How to directly send the output of a mapper-reducer to a another mapper-reducer without saving the output into the hdfs

Tags:

mahout

Problem Solved Eventually check my solution in the bottom

Recently I am trying to run the recommender example in the chaper6 (listing 6.1 ~ 6.4)from the Mahout in Action. But I encountered a problem and I have googled around but I can't find the solution.

Here is the problem: I have a pair of mapper-reducer

public final class WikipediaToItemPrefsMapper extends
    Mapper<LongWritable, Text, VarLongWritable, VarLongWritable> {

private static final Pattern NUMBERS = Pattern.compile("(\\d+)");

@Override
protected void map(LongWritable key, Text value, Context context)
        throws IOException, InterruptedException {
    String line = value.toString();
    Matcher m = NUMBERS.matcher(line);
    m.find();
    VarLongWritable userID = new VarLongWritable(Long.parseLong(m.group()));
    VarLongWritable itemID = new VarLongWritable();
    while (m.find()) {
        itemID.set(Long.parseLong(m.group()));
        context.write(userID, itemID);
    }
}
}

public class WikipediaToUserVectorReducer
    extends
    Reducer<VarLongWritable, VarLongWritable, VarLongWritable, VectorWritable> {

public void reduce(VarLongWritable userID,
        Iterable<VarLongWritable> itemPrefs, Context context)
        throws IOException, InterruptedException {
    Vector userVector = new RandomAccessSparseVector(Integer.MAX_VALUE, 100);
    for (VarLongWritable itemPref : itemPrefs) {
        userVector.set((int) itemPref.get(), 1.0f);
    }
    context.write(userID, new VectorWritable(userVector));
}
}

The reducer output a userID and a userVector and it looks like this: 98955 {590:1.0 22:1.0 9059:1.0 3:1.0 2:1.0 1:1.0}

Then I want to use another pair of mapper-reducer to process this data

public class UserVectorSplitterMapper
    extends
    Mapper<VarLongWritable, VectorWritable, IntWritable, VectorOrPrefWritable> {

public void map(VarLongWritable key, VectorWritable value, Context context)
        throws IOException, InterruptedException {
    long userID = key.get();
    Vector userVector = value.get();
    Iterator<Vector.Element> it = userVector.iterateNonZero();
    IntWritable itemIndexWritable = new IntWritable();
    while (it.hasNext()) {
        Vector.Element e = it.next();
        int itemIndex = e.index();
        float preferenceValue = (float) e.get();
        itemIndexWritable.set(itemIndex);
        context.write(itemIndexWritable, 
                new VectorOrPrefWritable(userID, preferenceValue));
    }
}
}

When I try to run the job, it cast error says

org.apache.hadoop.io.Text cannot be cast to org.apache.mahout.math.VectorWritable

the first mapper-reducer write the output into the hdfs, and the second mapper-reducer try to read the output, the mapper can cast the 98955 to VarLongWritable, but can't convert {590:1.0 22:1.0 9059:1.0 3:1.0 2:1.0 1:1.0} to VectorWritable, So I am wondering is there a way to make the first mapper-reducer directly send the output to the second pair, then there is no need to do the data converting.
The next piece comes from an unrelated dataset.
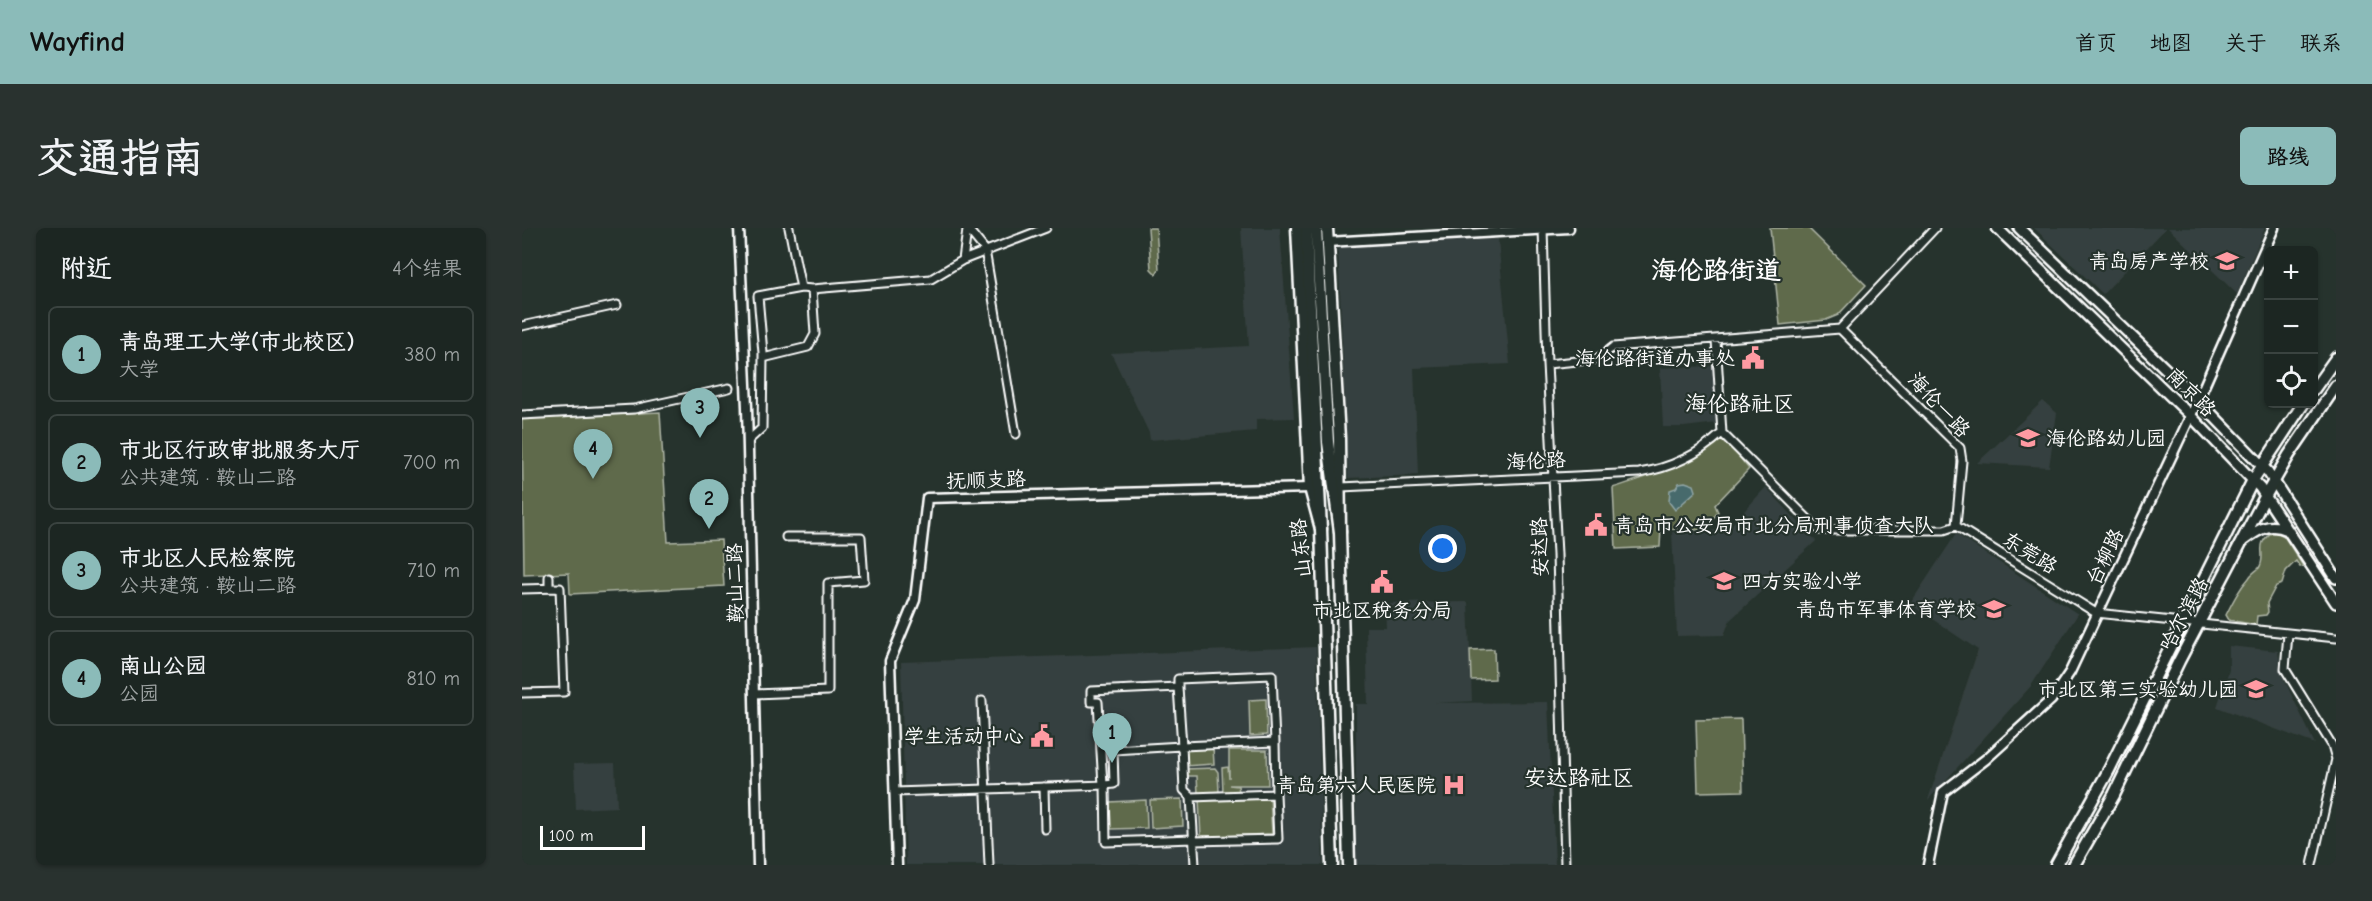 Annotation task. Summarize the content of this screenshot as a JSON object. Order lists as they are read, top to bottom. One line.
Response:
{"streets":{"main road":["南京路","山东路","哈尔滨路"],"street":["海伦一路","海伦路","抚顺支路","安达路","东莞路","台柳路","鞍山二路"]},"crossings":[["南京路","台柳路"],["南京路","哈尔滨路"],["海伦一路","东莞路"],["海伦路","安达路"],["海伦路","山东路"],["抚顺支路","山东路"],["东莞路","台柳路"],["东莞路","哈尔滨路"]],"districts":["海伦路街道","海伦路社区","安达路社区"],"places":{"school or university":["青岛房产学校","海伦路幼儿园","四方实验小学","青岛市军事体育学校","市北区第三实验幼儿园"],"public building":["海伦路街道办事处","青岛市公安局市北分局刑事侦查大队","市北区税务分局","学生活动中心"],"hospital":["青岛第六人民医院"]},"scale_bar":"100 m","page":{"header":"Wayfind","nav":["首页","地图","关于","联系"],"buttons":"路线","title":"交通指南","heading":["附近","4个结果"],"map_buttons":["+","−"],"list":[{"mark":"1","name":"青岛理工大学(市北校区)","note":"大学","value":"380 m"},{"mark":"2","name":"市北区行政审批服务大厅","note":"公共建筑 · 鞍山二路","value":"700 m"},{"mark":"3","name":"市北区人民检察院","note":"公共建筑 · 鞍山二路","value":"710 m"},{"mark":"4","name":"南山公园","note":"公园","value":"810 m"}],"pins":["3","4","2","1"],"scale":"100 m"}}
I have looked up Hadoop in action, and hadoop: the definitive guide, it seems there is no such a way to do that, any suggestions?

Problem solved

Solution: By using SequenceFileOutputFormat, we can output and save the reduce result of the first MapReduce workflow on the DFS, then the second MapReduce workflow can read the temporary file as input by using SequenceFileInputFormat class as parameter when creating the mapper. Since the vector would be saved in binary sequence file which has specific format, the SequenceFileInputFormat can read it and transform it back to vector format.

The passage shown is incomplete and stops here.